I stared at the yellow wedge in my hand, its juices leaking onto my fingers.
We, as humans, are notorious for unusual methods to cure ourselves of whatever we wish to be cured of. Superstitions that ginger tea will relieve us of a headache, or that boiled fennel will lessen menstrual cramps are odd phenomena passed down through generations that seem to work wonders for those who use them.

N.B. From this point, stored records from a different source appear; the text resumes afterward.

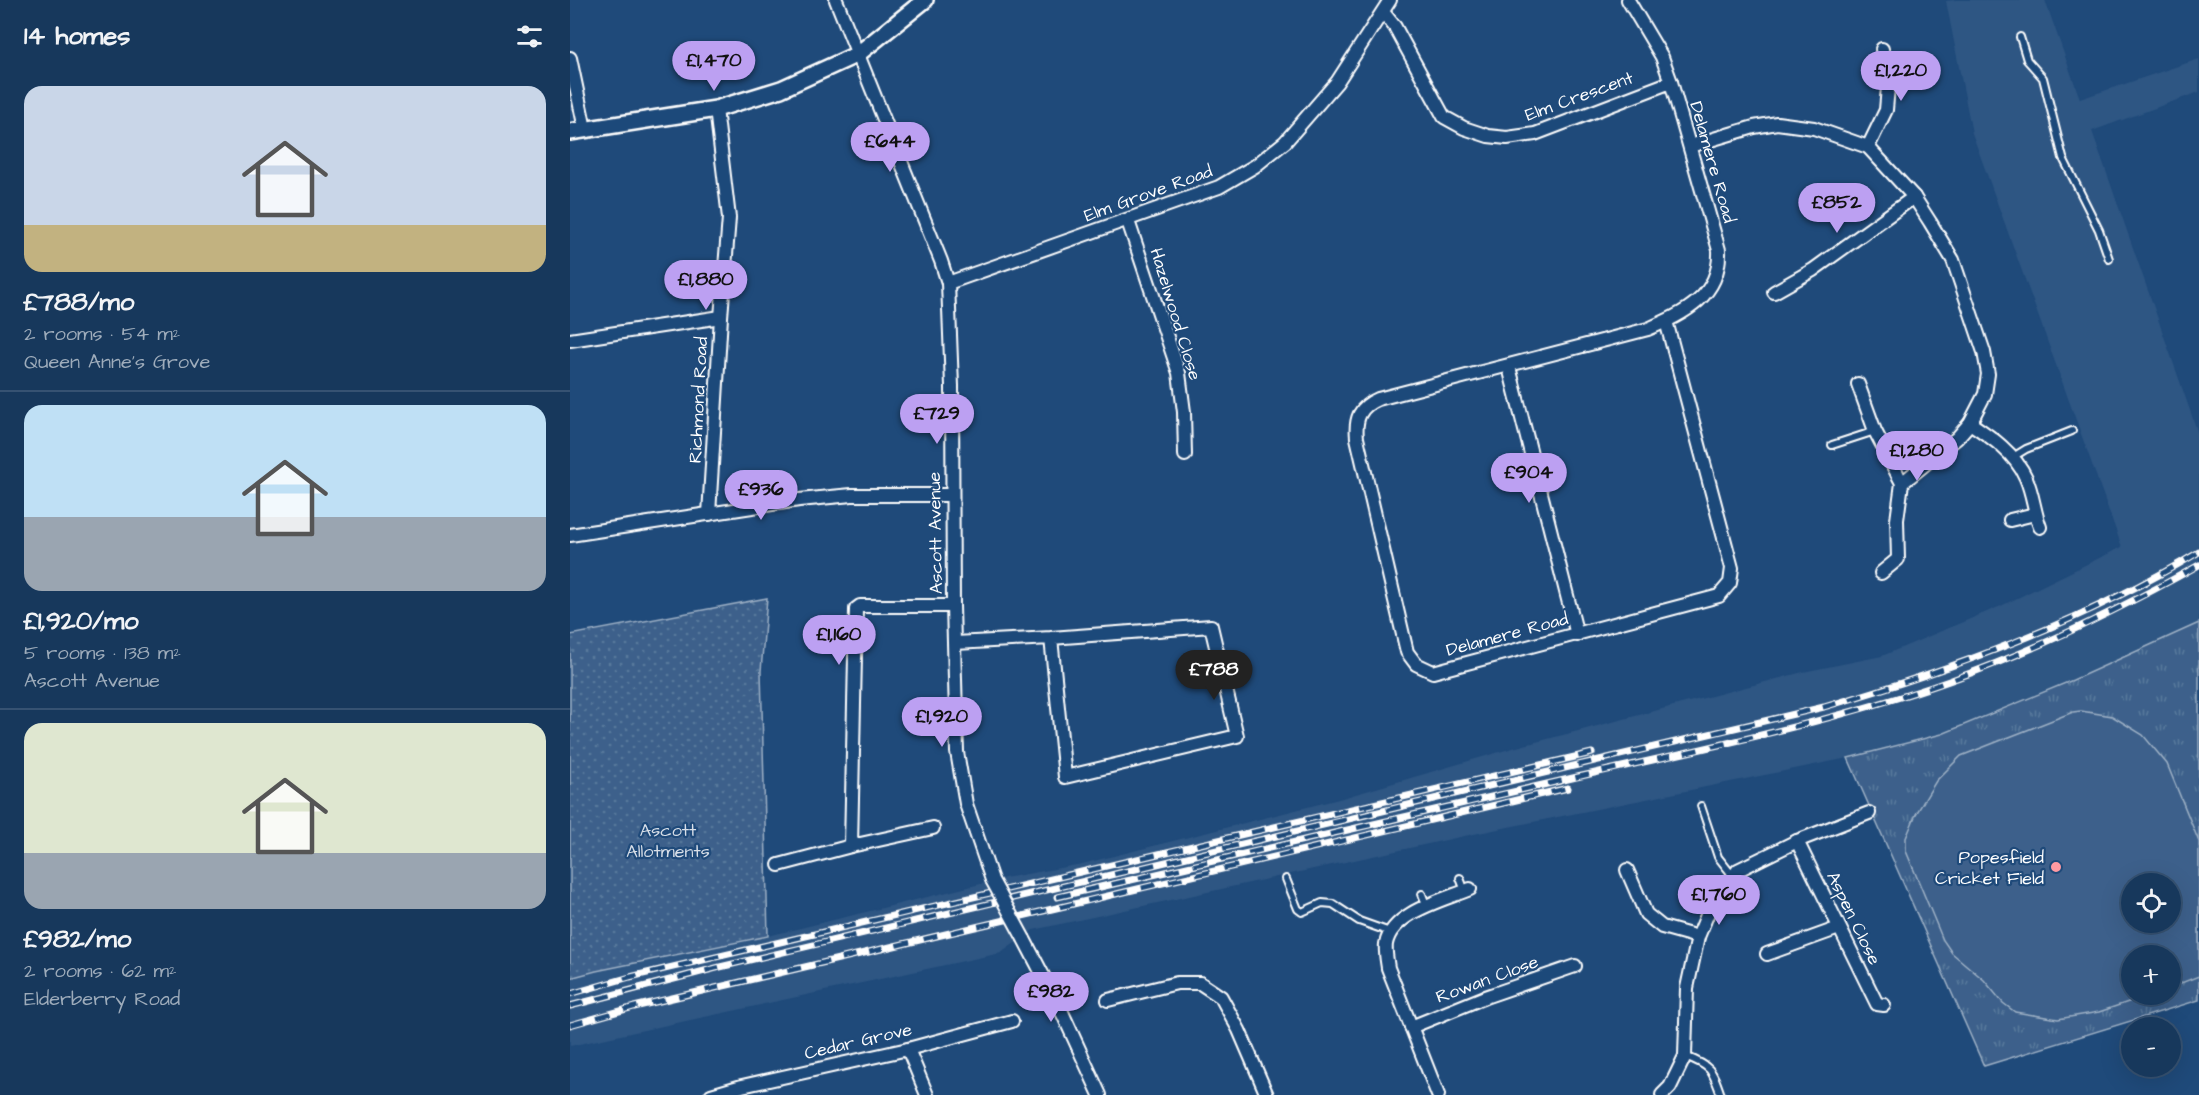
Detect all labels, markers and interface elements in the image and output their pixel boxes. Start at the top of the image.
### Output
text: 14 homes [24,18,130,54]
icon: filters [513,20,546,53]
pin: £1,470 [665,41,763,92]
text: £1,470 [686,46,742,74]
pin: £1,220 [1852,51,1950,102]
text: £1,220 [1875,56,1927,84]
street label: Elm Crescent [1522,65,1637,128]
street label: Delamere Road [1683,98,1742,226]
pin: £644 [854,122,926,173]
icon: home [231,125,339,233]
text: £644 [865,127,915,155]
street label: Elm Grove Road [1081,159,1216,228]
pin: £852 [1801,183,1873,234]
text: £852 [1812,188,1862,216]
street label: Hazelwood Close [1144,245,1208,384]
pin: £1,880 [657,260,755,311]
text: £1,880 [678,265,734,293]
text: £788/mo [24,284,134,320]
text: 2 rooms · 54 m² [24,320,180,348]
street label: Richmond Road [683,336,714,464]
text: Queen Anne's Grove [24,348,210,376]
pin: £729 [901,394,973,445]
text: £729 [914,399,960,427]
pin: £1,280 [1868,431,1966,482]
text: £1,280 [1890,436,1944,464]
icon: home [231,444,339,552]
pin: £904 [1493,453,1565,504]
text: £904 [1505,458,1553,486]
pin: £936 [725,470,797,521]
street label: Ascott Avenue [922,471,949,594]
text: £936 [739,475,783,503]
text: £1,920/mo [24,603,139,639]
street label: Delamere Road [1443,606,1571,663]
pin: £1,160 [790,615,888,666]
text: £1,160 [817,620,861,648]
text: 5 rooms · 138 m² [24,639,181,667]
pin: £788 [1178,650,1250,701]
text: £788 [1189,655,1239,683]
text: Ascott Avenue [24,667,160,695]
pin: £1,920 [893,697,991,748]
text: £1,920 [916,702,968,730]
icon: home [231,762,339,870]
park label: Ascott Allotments [626,818,710,864]
place label: Popesfield Cricket Field [1935,845,2044,891]
marker: Popesfield Cricket Field [2049,860,2063,874]
street label: Aspen Close [1820,867,1887,969]
map controls [2121,873,2181,1077]
button: locate [2121,873,2181,933]
pin: £1,760 [1670,875,1768,926]
text: £1,760 [1692,880,1746,908]
text: £982/mo [24,921,131,957]
button: + [2121,945,2181,1005]
street label: Rowan Close [1432,949,1542,1010]
text: 2 rooms · 62 m² [24,957,176,985]
pin: £982 [1015,972,1087,1023]
text: £982 [1028,977,1074,1005]
text: Elderberry Road [24,985,180,1013]
street label: Cedar Grove [802,1017,915,1066]
button: − [2121,1017,2181,1077]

Growing up with a traditional Armenian family, I was no stranger to these peculiar remedies. I had an abnormal infection on my thumb which doctors claimed to be a wart. It was very unpleasant looking, and painful. Every morning before school, I would wrap the lump with a Band-Aid, hiding it from friends’ and teachers’ eyes. Countless doctors failed to appropriately diagnose and heal my flaw, and I was close to losing hope it would ever disappear. Every trip to the doctor, with every white coated figure that made their way into the room, I would hope that it would be the day my hand finally regained its normality. Every walk back to the car, my head would hang as my parents rubbed my back after another disappointment.
With every white coated figure that made their way into the room, the imminent feeling of pain would instantly wash over me. I would hold my breath and swallow back tears, as the pain slowly overtook my body. My hand numb as the doctor removed the needle from my left thumb. I would anxiously sit, waiting for what seemed like an eternity, for yet another physician to set up their tools and begin operating on my thumb in a procedure called cryosurgery.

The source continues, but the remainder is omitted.